This is related to this post Making a large prolog based knowledge base for bioinformatics/epidemiology
Here are some example of the predicates used when parsing binary data files. binary.pl (9.9 KB)
get_byte(Stream,Address,Word) :-
seek(Stream,Address,bof,_New_address),
get_byte(Stream,Word).
get_byte(Stream,Address0,Address,Byte) :-
get_byte(Stream,Address0,Byte),
Address is Address0 + 16'01.
get_word(Stream,Endian,Word) :-
get_byte(Stream,Byte_0),
get_byte(Stream,Byte_1),
(
Endian == big
->
Word #= (Byte_0 << 8) + Byte_1
;
Word #= (Byte_1 << 8) + Byte_0
).
get_word(Stream,Endian,Address,Word) :-
seek(Stream,Address,bof,_New_address),
get_word(Stream,Endian,Word).
get_word(Stream,Endian,Address0,Address,Word) :-
get_word(Stream,Endian,Address0,Word),
Address is Address0 + 16'02.
Example to parse the start and header of a BGEN file (format).

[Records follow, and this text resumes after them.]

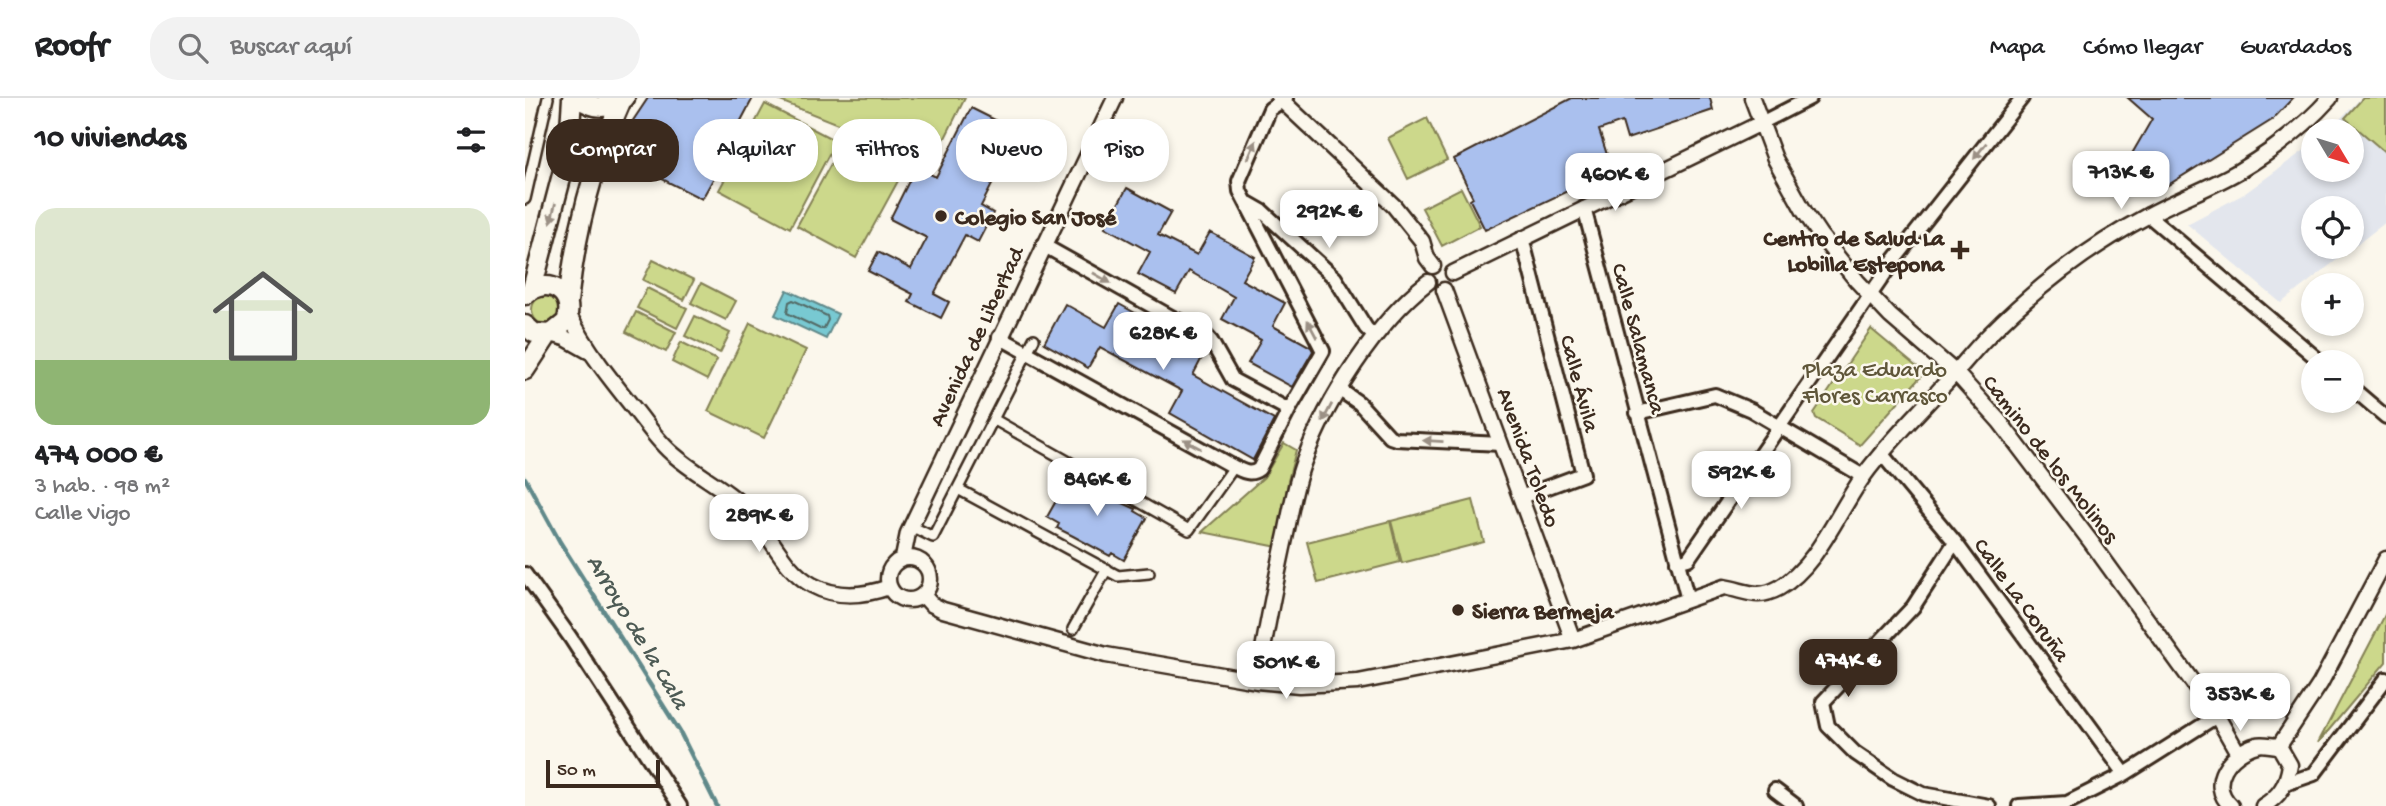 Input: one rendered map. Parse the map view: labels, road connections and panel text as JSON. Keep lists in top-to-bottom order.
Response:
{
  "streets": {
    "street": [
      "Avenida de Libertad",
      "Calle Salamanca",
      "Calle Ávila",
      "Avenida Toledo",
      "Camino de los Molinos",
      "Calle La Coruña"
    ]
  },
  "crossings": [
    ["Calle Ávila", "Avenida Toledo"]
  ],
  "water": ["Arroyo de la Cala"],
  "parks": ["Plaza Eduardo Flores Carrasco"],
  "places": {
    "other": ["Colegio San José", "Sierra Bermeja"],
    "health": ["Centro de Salud La Lobilla Estepona"]
  },
  "scale_bar": "50 m",
  "north": "bottom right",
  "page": {
    "header": "Roofr",
    "search": "Buscar aquí",
    "nav": ["Mapa", "Cómo llegar", "Guardados"],
    "heading": "10 viviendas",
    "map_buttons": ["+", "−"],
    "chip": [
      "Comprar",
      "Alquilar",
      "Filtros",
      "Nuevo",
      "Piso"
    ],
    "price": [
      "713K €",
      "460K €",
      "292K €",
      "628K €",
      "592K €",
      "846K €",
      "289K €",
      "474K €",
      "501K €",
      "353K €"
    ],
    "list": [
      {
        "name": "474 000 €",
        "note": "3 hab. · 98 m² · Calle Vigo"
      }
    ],
    "scale": "50 m"
  }
}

Example BGEN file (link) - File name: complex.10bits.bgen
% -----------------------------------------------------------------------------
:- module(bgen_dcg,
[
]).
% -----------------------------------------------------------------------------
:- use_module(library(dcg/basics)).
:- use_module('D:/binary.pl').
% -----------------------------------------------------------------------------
parse_bgen_file(Stream,bgen(First_variant_offset,Header),Size) :-
Offset0 = 16'00,
binary:get_doubleword(Stream,little,Offset0,Offset1,First_variant_offset),
get_header(Stream,Offset1,Offset2,Header),
Offset = Offset2,
Size = Offset.
get_header(Stream,Offset0,Offset,header(Header_length,Variant_data_block_count,Sample_count,Magic_number,Free_data,Flags)) :-
binary:get_doubleword(Stream,little,Offset0,Offset1,Header_length),
binary:get_doubleword(Stream,little,Offset1,Offset2,Variant_data_block_count),
binary:get_doubleword(Stream,little,Offset2,Offset3,Sample_count),
binary:get_bytes(Stream,Offset3,Offset4,4,Magic_number),
string_codes(String,Magic_number),
assertion( String == "bgen" ),
Free_data_size is Header_length - 20,
binary:get_bytes(Stream,Offset4,Offset5,Free_data_size,Free_data),
binary:get_doubleword(Stream,big,Offset5,Offset,Flags).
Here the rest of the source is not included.